Now, We know how the \(\theta\)s are distributed. However, obtaining the probability density function (pdf) of the distance expression would require some pretty complicated transformations using calculus. However, taking a closer look at the puzzle and we realize that we just need to find the most probable value. Since the expression is completely determined by \((\theta_1 - \theta_2)\), we can simply look at the most probable value of that random variable, and plug in the value to obtain our answer.

Whenever we have two random variables, assuming they are independent, the pdf of their linear combinations is simply the convolution of the individual pdfs. Even simpler here is that the pdfs of those \(\theta\)s are just rectangles, since they are uniformly distributed. The convolution of two rectangles is a triangle, and so we have a hope of finding the distinct global maximum of the resulting pdf, thereby obtaining us the answer.

convolution

(As someone with background in Signal Processing, convolution is almost second nature...hopefully this is not too confusing!)

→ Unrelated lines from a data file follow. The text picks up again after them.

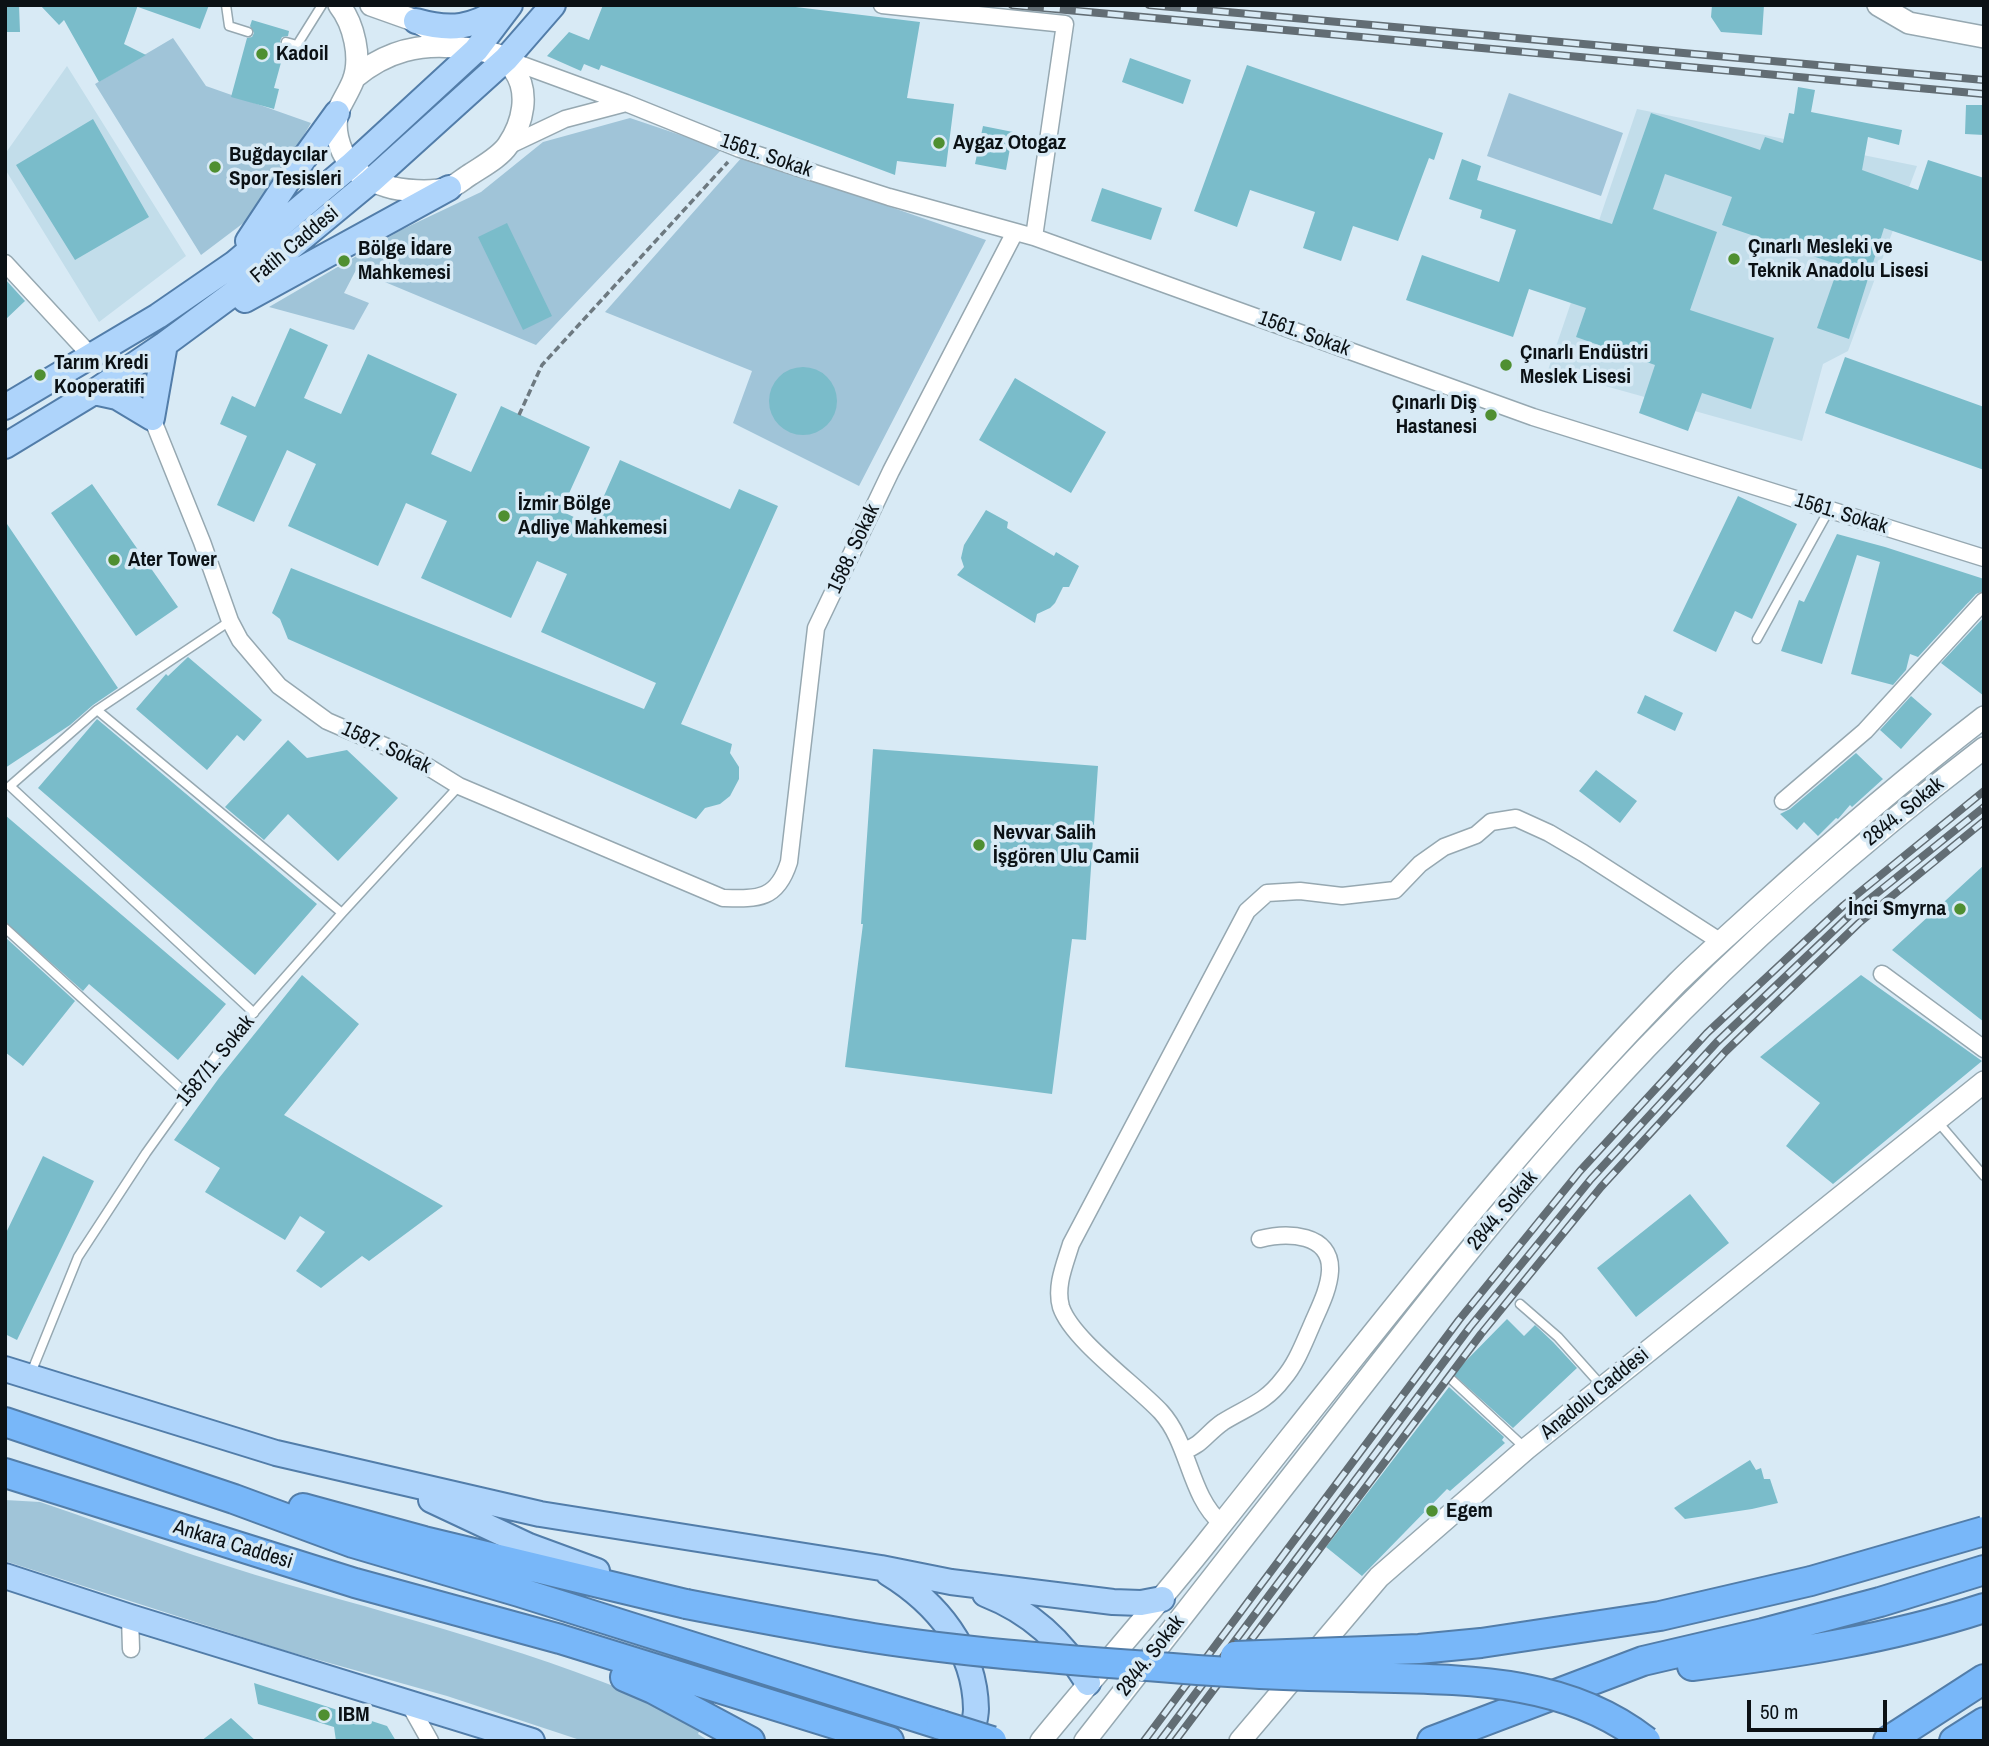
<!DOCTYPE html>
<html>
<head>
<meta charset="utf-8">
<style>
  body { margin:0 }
  #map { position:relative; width:1989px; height:1746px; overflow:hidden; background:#d8eaf5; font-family:"Archivo Narrow",sans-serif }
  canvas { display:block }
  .frame { position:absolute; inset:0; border:7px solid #0b1115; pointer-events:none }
  .scale { position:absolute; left:1747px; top:1700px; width:140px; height:32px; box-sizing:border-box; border:4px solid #0b1115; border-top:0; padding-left:9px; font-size:21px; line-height:24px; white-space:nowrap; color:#0b1115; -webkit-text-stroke:5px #d8eaf5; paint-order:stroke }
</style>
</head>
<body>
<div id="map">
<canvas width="1989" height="1746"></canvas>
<div class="frame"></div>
<div class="scale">50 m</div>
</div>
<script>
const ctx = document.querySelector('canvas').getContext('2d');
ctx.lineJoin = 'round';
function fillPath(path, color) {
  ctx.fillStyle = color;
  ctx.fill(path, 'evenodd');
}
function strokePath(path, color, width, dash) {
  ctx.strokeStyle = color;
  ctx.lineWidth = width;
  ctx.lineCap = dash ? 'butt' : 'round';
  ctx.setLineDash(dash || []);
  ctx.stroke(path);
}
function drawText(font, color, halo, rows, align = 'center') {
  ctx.font = font + ' "Archivo Narrow",sans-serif';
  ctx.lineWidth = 7;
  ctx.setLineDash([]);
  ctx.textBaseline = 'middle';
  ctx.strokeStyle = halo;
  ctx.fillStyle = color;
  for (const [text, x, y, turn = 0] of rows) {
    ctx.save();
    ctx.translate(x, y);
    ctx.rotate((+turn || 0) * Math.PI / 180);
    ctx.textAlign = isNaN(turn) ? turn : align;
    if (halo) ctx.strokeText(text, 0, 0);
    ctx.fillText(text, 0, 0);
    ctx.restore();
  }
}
const built = new Path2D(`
  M67,66l119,190 -87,66 -94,-153v-15z
  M1637,109l280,57 -69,185 -25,13 -21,77 -254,-71z`);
const green = new Path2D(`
  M173,38l33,48 105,37 -53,89 -57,43 -106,-171z
  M1509,93l114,40 -22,63 -114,-40z
  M630,118l92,31 -186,196 -180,-75 -12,23 25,10 -15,27 -85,-23 132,-77 80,-38 62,-50z
  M743,156l243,84 -127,246 -126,-63 19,-52 -147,-59z
  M5,1500l35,2c82,28 163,58 246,82 140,40 284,77 416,140l-4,10 11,7h-126l-136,-45 -164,-46 -278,-89z`);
const building = new Path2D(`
  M5,5h14l1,27h-15z
  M40,5h98l-14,39 22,11 -47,27 -35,-62 -5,5z
  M138,5h71l-9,24 -62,-22z
  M603,5h176l141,17 -13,76 47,6 -8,63 -49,-6 -2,14 -294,-110 -2,5 -15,-6 -3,7 -34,-15 22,-24 20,8z
  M1712,5h52l-2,30 -41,-3 -10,-15z
  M252,20l37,11 -1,5 -6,1 -2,4 5,7 -11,40 5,1 -5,20 -43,-12 16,-59 5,-1 2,-4 -4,-7z
  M1130,58l61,22 -8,24 -61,-22z
  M1247,65l196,68 -9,27 -5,-2 -31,83 -45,-15 -12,35 -38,-13 12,-36 -65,-22 -13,37 -43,-16z
  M1798,87l17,3 -4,22 91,18 -3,15 -31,-8 -6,33 56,20 10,-30 56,18v84l-100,-34 -35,111 -32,-11 22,-63 -117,-40 10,-28 -67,-23 -12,35 64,23 -27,78 84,28 -23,71 -49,-16 -14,38 -49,-18 16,-48 -79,-28 10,-29 -57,-19 -16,48 -107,-37 16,-45 77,27 17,-52 -36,-12 2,-8 -33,-11 13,-40 19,7 -4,14 135,44 39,-111 109,37 5,-13 18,6 6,-30 5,1z
  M1966,105h18v30l-19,-1z
  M93,119l56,98 -74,43 -59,-95z
  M983,126l30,6 -7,38 -31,-6z
  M1102,188l60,20 -11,32 -60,-19z
  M507,223l45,93 -29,14 -45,-93z
  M5,279l20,22 -20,19z
  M290,328l38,17 -24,53 37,16 27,-60 89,40 -26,60 40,18 30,-66 89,41 -29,64 30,14 29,-65 110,49 9,-20 39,17 -97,218 51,20 -2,9 9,14v12l-9,17 -10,8 -15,4 -9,11 -408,-180 -8,-20 -8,-6 19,-45 353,141 12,-26 -115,-51 26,-58 -30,-13 -26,57 -90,-40 26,-57 -41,-18 -28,63 -90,-40 28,-62 -29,-14 -33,72 -37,-17 30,-69 -27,-12 12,-28 23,11z
  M1845,357l139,50v63l-159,-57z
  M769 401a34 34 0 1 1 68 0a34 34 0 1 1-68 0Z
  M1015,378l91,54 -35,61 -92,-53z
  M92,484l86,123 -42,29 -85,-123z
  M1738,496l59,28 -45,95 -17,-8 -19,41 -43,-21z
  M986,510l22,12 -1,6 47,28 2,-4 23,14 -10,21h-6l-8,16 -5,5 -13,6 -2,9 -78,-48 7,-8 -3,-9 3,-13z
  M5,521l113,167 -25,17 -23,20 -65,43z
  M1837,534l48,13 99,32v12l-8,3 -58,63 -8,-3 -4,16 -13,15 -42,-11 29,-112 -23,-7 -35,109 -41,-13 18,-51 5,2z
  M1984,617v79l-43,-33z
  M188,657l74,63 -18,21 -7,-6 -30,35 -71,-61 30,-35 2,2z
  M1645,695l38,18 -8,18 -38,-18z
  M1911,696l21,18 -31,35 -21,-19z
  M97,719l220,185 -62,71 -217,-187z
  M288,740l19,18 40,-8 51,48 -60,63 -50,-47 -24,26 -39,-33z
  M873,749l225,17 -12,174 -14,-1 -20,155 -207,-27 18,-143h-2z
  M1856,753l27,26 -31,28 -2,-2 -12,14 -2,-1 -18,18 -14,-14 -7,8 -17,-16 10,-5z
  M1596,770l41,31 -17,22 -41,-32z
  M5,815l221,189 -48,56 -89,-76 -6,7 -78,-69z
  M1984,865v157l-92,-72z
  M5,937l70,64 -52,65 -18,-14z
  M302,975l57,49 -75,91 159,91 -74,55 -7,-5 -41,32 -25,-17 29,-39 -25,-16 -15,24 -80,-48 15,-24 -46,-28 45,-62z
  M1861,975l121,86 -149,123 -47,-38 34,-43 -60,-46z
  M43,1156l51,25 -77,159 -12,-6v-99z
  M1690,1194l39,49 -93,74 -39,-49z
  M1507,1319l17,17 11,-11 18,17 24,26 -64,60 -60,-54z
  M1449,1387l55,50 -2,3 3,3 -55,48 -3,-2 -85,87 -36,-29z
  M1750,1460l6,10 5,-2 3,11h6l8,24 -26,6 -67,10 -11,-11z
  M254,1683l133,43 9,15h-60l-2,-14 -76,-23z
  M231,1718l25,23h-55z`);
const path = new Path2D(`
  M519,415l23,-50 186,-203`);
const lane = new Path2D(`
  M226,5l3,21 19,6
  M286,42l11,3 25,-40
  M230,621l-133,89 -87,76 244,227
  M1757,639l72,-129
  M97,710l245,203
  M5,928l183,167
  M1938,1122l46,54
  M1520,1304l38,33 43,48
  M31,1373l47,-116 68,-104 71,-99 125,-141 117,-127
  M1452,1380l72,67`);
const street = new Path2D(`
  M882,5l183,19 -31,213
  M506,59l120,44 114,46 149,48 145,40 499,180 451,141
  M508,146l57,-27 61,-16
  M5,263l87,94
  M152,418l50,124 28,79 10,19 39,46 48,35 90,39 42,26 264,112c35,1 54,2 66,-36l27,-234 75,-157 124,-239
  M1783,801l82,-70 119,-130
  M1882,974l102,75
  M1185,1450c16,-4 23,-18 38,-28 24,-15 42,-19 60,-43 13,-15 20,-34 28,-52 7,-17 18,-37 19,-56 2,-38 -43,-39 -70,-32
  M1222,1524c-33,-28 -32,-80 -61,-112 -25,-27 -89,-72 -100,-105 -6,-21 4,-43 10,-63l176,-333 20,-18 33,-2 42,5 53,-6 25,-26 24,-17 32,-12 15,-13 25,-4 33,15 34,20 138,89
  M130,1617l1,32
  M408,1702l22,39`);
const secondary = new Path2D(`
  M339,5c15,19 23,53 14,76 -4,10 -10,19 -14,28 -7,18 0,41 11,55 8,11 23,18 36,22 15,5 46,7 62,2 8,-2 16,-10 23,-14 12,-8 29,-17 37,-29 15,-22 22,-53 6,-75 -3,-4 -6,-10 -10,-12 -12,-6 -28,-9 -41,-10 -42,-6 -77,3 -109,30
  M371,5l45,16 13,8
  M1878,5l31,18 75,14
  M1041,1741c56,-69 116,-135 171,-205 150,-188 296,-381 465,-553 26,-26 55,-51 82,-76 73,-66 147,-130 225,-190
  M1085,1741c75,-97 150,-192 225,-288 107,-138 215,-278 336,-405 104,-109 218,-208 338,-300
  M1240,1741l139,-164 147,-128 458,-367`);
const primary = new Path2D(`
  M416,21c35,10 56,7 87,-13
  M248,241l39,-59 50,-69
  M245,300l204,-112
  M94,392l23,5 35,21 13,-74
  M5,407l153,-91 77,-53 115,-97 126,-116 34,-45
  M5,446l89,-54 71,-48 84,-62 122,-101 135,-122 47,-54
  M5,1369l271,84 264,61 341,54 70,14 162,20 28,1 21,-4
  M431,1500l98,46 68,25
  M888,1573c49,30 87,76 88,136 0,10 -4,21 -6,32
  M5,1576l125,41 402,124
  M985,1594c46,18 77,47 103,89`);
const highway = new Path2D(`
  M5,1422l229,77 119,44 166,49 422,133
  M5,1473l350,110 205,56 329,102
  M303,1508l121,33 262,63
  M1692,1666c98,-12 197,-27 292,-58
  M625,1677l28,12 97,52
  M1432,1741l211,-80 120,-28 117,-31 104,-32
  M1888,1741l96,-62
  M1954,1741l30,-19`);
const rail = new Path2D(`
  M1012,5l972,89
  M1149,5l835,75
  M1144,1741l315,-421 121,-149 127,-138 137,-128 140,-114
  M1160,1741l310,-414 121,-148 126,-137 134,-128 133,-107
  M1175,1741l306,-407 120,-147 125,-136 133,-128 125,-102`);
const highwayBridge = new Path2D(`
  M686,1604c62,12 124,24 187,34 90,14 183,21 274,28 68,6 137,10 206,11 101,3 209,-2 293,64
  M1235,1656l184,-7 62,-6 179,-27 151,-35 173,-50
  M941,1725l51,16`);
const markers = [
  [262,54,7,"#4f8f31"],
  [939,143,7,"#4f8f31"],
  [215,167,7,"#4f8f31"],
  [1734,259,7,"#4f8f31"],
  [344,261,7,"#4f8f31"],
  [1506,365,7,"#4f8f31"],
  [40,375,7,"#4f8f31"],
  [1491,415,7,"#4f8f31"],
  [504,516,7,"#4f8f31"],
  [114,560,7,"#4f8f31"],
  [979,845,7,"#4f8f31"],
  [1960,909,7,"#4f8f31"],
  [1432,1511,7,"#4f8f31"],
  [324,1715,7,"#4f8f31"]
];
const poiNames = [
  ["Kadoil",276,54],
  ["Aygaz Otogaz",953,143],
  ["Buğdaycılar",229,155],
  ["Spor Tesisleri",229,179],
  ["Çınarlı Mesleki ve",1748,247],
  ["Teknik Anadolu Lisesi",1748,271],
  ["Bölge İdare",358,249],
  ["Mahkemesi",358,273],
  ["Çınarlı Endüstri",1520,353],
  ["Meslek Lisesi",1520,377],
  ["Tarım Kredi",54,363],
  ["Kooperatifi",54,387],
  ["Çınarlı Diş",1477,403,"right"],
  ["Hastanesi",1477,427,"right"],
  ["İzmir Bölge",518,504],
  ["Adliye Mahkemesi",518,528],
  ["Ater Tower",128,560],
  ["Nevvar Salih",993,833],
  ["İşgören Ulu Camii",993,857],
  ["İnci Smyrna",1946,909,"right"],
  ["Egem",1446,1511],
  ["IBM",338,1715]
];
const streetNames = [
  ["1561. Sokak",766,156,19],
  ["Fatih Caddesi",295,245,-40],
  ["1561. Sokak",1304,334,20],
  ["1561. Sokak",1841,514,17],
  ["1588. Sokak",854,549,-65],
  ["1587. Sokak",386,748,25],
  ["2844. Sokak",1904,812,-39],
  ["1587/1. Sokak",216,1061,-51],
  ["2844. Sokak",1503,1211,-50],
  ["Anadolu Caddesi",1595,1394,-39],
  ["Ankara Caddesi",233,1545,17],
  ["2844. Sokak",1151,1656,-52]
];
fillPath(built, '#c2ddea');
fillPath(green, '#a0c4d8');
fillPath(building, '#7abcca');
strokePath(lane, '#96a8b1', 11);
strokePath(street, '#96a8b1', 19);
strokePath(secondary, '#96a8b1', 24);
strokePath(primary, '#527da9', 28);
strokePath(highway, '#527da9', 32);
strokePath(path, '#6d7980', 3.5, [7, 3.5]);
strokePath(lane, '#fff', 8);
strokePath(street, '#fff', 16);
strokePath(secondary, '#fff', 21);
strokePath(primary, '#aed4fb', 24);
strokePath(highway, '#78b7f9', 28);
strokePath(rail, '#626d74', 8);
strokePath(rail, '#d8eaf5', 5, [16]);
strokePath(highwayBridge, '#527da9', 32, []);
strokePath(highwayBridge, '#78b7f9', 28);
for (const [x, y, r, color] of markers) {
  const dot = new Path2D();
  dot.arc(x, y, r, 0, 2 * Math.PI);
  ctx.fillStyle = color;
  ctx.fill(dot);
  strokePath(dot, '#d8eaf5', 2.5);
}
drawText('bold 21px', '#0b1115', '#d8eaf5', poiNames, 'left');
drawText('21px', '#0b1115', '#d8eaf5', streetNames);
</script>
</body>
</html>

Moving on, looking at the pdf of \((\theta_1 - \theta_2)\), it is clear that the most probable value is when \((\theta_1 - \theta_2) = 0\). We substitute this value in our earlier expression for distance and obtain the most probable distance:

\begin{align} &\text{Most probable distance}\\ &= \sqrt{2(1 + \cos{(\theta_1 - \theta_2)})} |_{(\theta_1 - \theta_2)=0} \\ &= \sqrt{2(1 + \cos{0})} \\ &= \sqrt{2(1 + 1)} \\ &= \sqrt{4} \\ &= \boxed{2} \end{align}

A quick simulation reveals the actual pdf of the distance expression, along with the fact that the mode of the distribution is indeed 2:

distance PDF

Remark on the "Most Probable"

Technically speaking, since the distribution of the distance here is continuous, any *one* value has a 0 probability of being realized. Therefore for this puzzle, by most probable, we are simply looking at the peak of the pdf of the distribution, defining its "mode". One way to interpret this data is that the cricket will more likely to advance from its starting location than to backtrack.